研究室を訪ねた時、彼女は僕達の奇怪な格好に驚きを示したものの、小瀬と同じように快く受け入れてくれた。
ちなみに、小瀬の所とは違い、研究室には何人か学生がいて実験を行っていたので、邪魔にならないように研究室の隣にある部屋に通された。実際、実験機の音がうるさかったので、こちらとしてもその方が話しやすくて助かる。隣の部屋からは相変わらず機械の音が響いてはいるが、先ほどよりは幾分かマシである。
「変わったこと? そうですね……」
最上が首をひねるのに合わせ、ポニーテールにされた長い栗色の髪がかすかに揺れる。質問は、先ほど小瀬にした内容と同じ、昨夜の事についてである。
「昨日は新井君が電話に出なくて困ってました」
「確か、新井さんの携帯に何度電話をかけても出なかったので、優衣ちゃんに電話をかけてみたんですよね」
多分、依頼人から仕入れた情報なのだろう。奈央が相槌を打つ。依頼主である橘は、消えた新井とは仲の良い幼馴染という関係で、帰りはいつも一緒らしい。
「はい。新井君に用事があったので、何度か彼に電話してみました。でも、何度電話しても出る気配がなかったので、優衣ちゃんに電話してみたんです」
彼女の白くて細い指がティーカップに触れる。その洗練された手の動きに合わせ、彼女の唇の様に紅いマニキュアがキラキラと光る。

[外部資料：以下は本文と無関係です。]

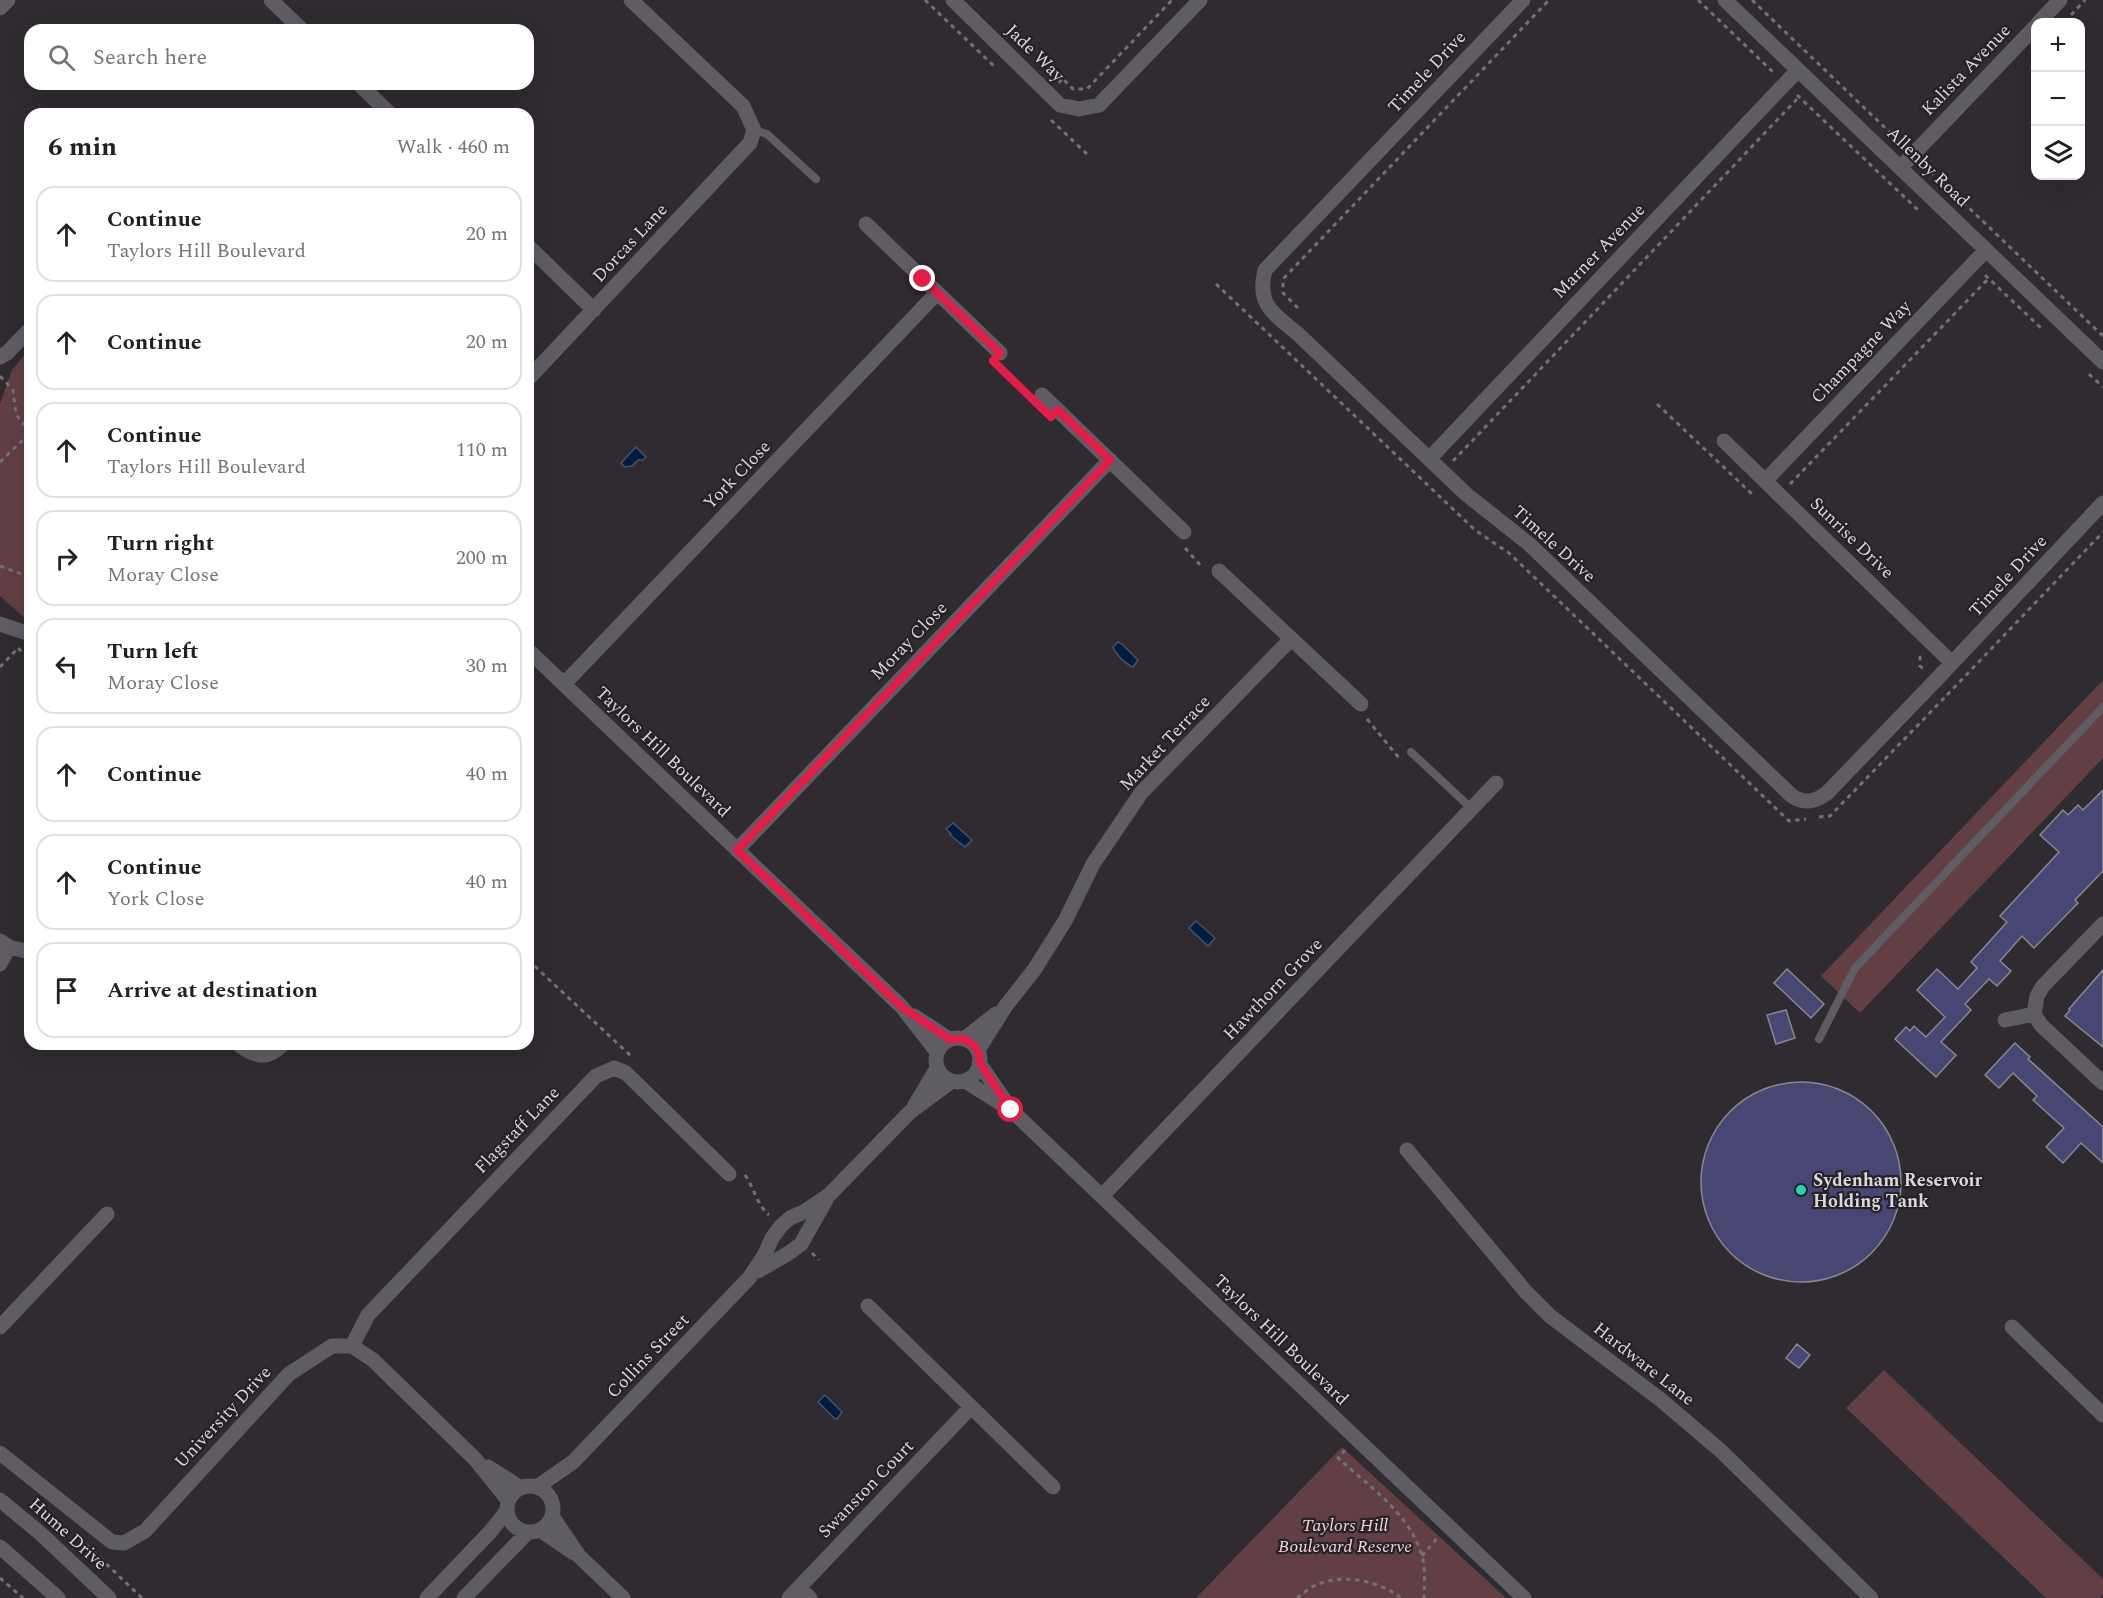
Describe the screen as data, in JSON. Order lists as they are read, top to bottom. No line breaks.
{"streets":{"street":["Jade Way","Kalista Avenue","Timele Drive","Allenby Road","Dorcas Lane","Marner Avenue","Champagne Way","York Close","Sunrise Drive","Moray Close","Market Terrace","Taylors Hill Boulevard","Hawthorn Grove","Flagstaff Lane","Collins Street","Hardware Lane","University Drive","Swanston Court","Hume Drive"]},"crossings":[["Kalista Avenue","Allenby Road"],["Timele Drive","Marner Avenue"],["Timele Drive","Sunrise Drive"],["Allenby Road","Marner Avenue"],["Allenby Road","Champagne Way"],["Champagne Way","Sunrise Drive"],["York Close","Taylors Hill Boulevard"],["Moray Close","Taylors Hill Boulevard"],["Market Terrace","Taylors Hill Boulevard"],["Market Terrace","Collins Street"],["Taylors Hill Boulevard","Hawthorn Grove"],["Taylors Hill Boulevard","Collins Street"],["Flagstaff Lane","University Drive"]],"parks":["Taylors Hill Boulevard Reserve"],"places":["Sydenham Reservoir Holding Tank"],"page":{"map_buttons":["+","−"],"search":"Search here","heading":["6 min","Walk · 460 m"],"list":[["Continue","Taylors Hill Boulevard","20 m"],["Continue","20 m"],["Continue","Taylors Hill Boulevard","110 m"],["Turn right","Moray Close","200 m"],["Turn left","Moray Close","30 m"],["Continue","40 m"],["Continue","York Close","40 m"],"Arrive at destination"]}}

「優衣ちゃんはその電話を受けて新井さんの研究室に行ってみたんですね。でも、新井さんは既にそこには居なかった……」
「はい。それで、私も心配になって優衣ちゃんと一緒に新井君を探したんですが、まさかこんな事態になってしまうなんて……」
奈央の言葉に対し、最上は意志の強そうな黒い瞳を少し伏せながら話す。美人である彼女がする憂いを帯びた表情は、とても絵になった。
(綺麗だな……)
不謹慎だが、ふとそんな事を思っていると、窓の外側の方からカタン……カラカラドスンと、奇妙な音が鳴った。
「ねぇ。アル? 外で何か音が聞こえなかった?」
「ん? そんな音は聞こえなかったぞ? それよりもこの機械音、何とかならないのか? 頭が痛くなる!」
隣に座るアルに耳打ちしてみるが、そんな風に返されてしまった。どうも本当に具合が悪くなってきているらしく、顔色が優れない。
(ああ。だからさっきから静かだったのか……)
アルは聞こえる周波数の範囲が広く、制限している時でさえ、いらない音波を聞きとってしまうらしい。普段の生活には差しつかえないようだが、こんなに様々な機械がフル稼働してしまっている中では、相当辛いようである。
(いったい何の音だったんだろう?)
反応を見る限り、ここにいる他の皆には聞こえていない音らしい。
しかし、妖狐である僕は聴覚が発達している為、非常に小さな音でも拾うことが出来る。
(最上さんへの質問が終わったら外に行ってみよう)
「では、新井さんを捜索中、棟の七不思議の一つ『花壇ですすり泣く女の声』を耳にしたんですね」
僕がそんな結論に行き着いた時、ちょうど奈央が最上の話を簡単にまとめた。
「はい……とは言っても、本当に七不思議の一つを体験したのかどうか……」
最上が複雑な表情で黙り込む。
「ねぇ、最近……眠れてる?」
「え! い、いきなりなんですか?」
沈黙を破るように突拍子のない発言をしたレイに、最上が驚きを示す。
「目の下にくま……化粧で隠してるみたいだけど、人間は弱い。あまり無理しない方が良い」
「え? ああ。そういう事ですか……心配してくれてありがとうございます。その、気を付けますね」
「そうだな! 人間はしっかり睡眠をとらないと死んでしまうからな!」
隣の部屋の機械音がいったん止まった為、元気を取り戻したアルが話に乗っかり、その言葉にレイがコクリと頷いた。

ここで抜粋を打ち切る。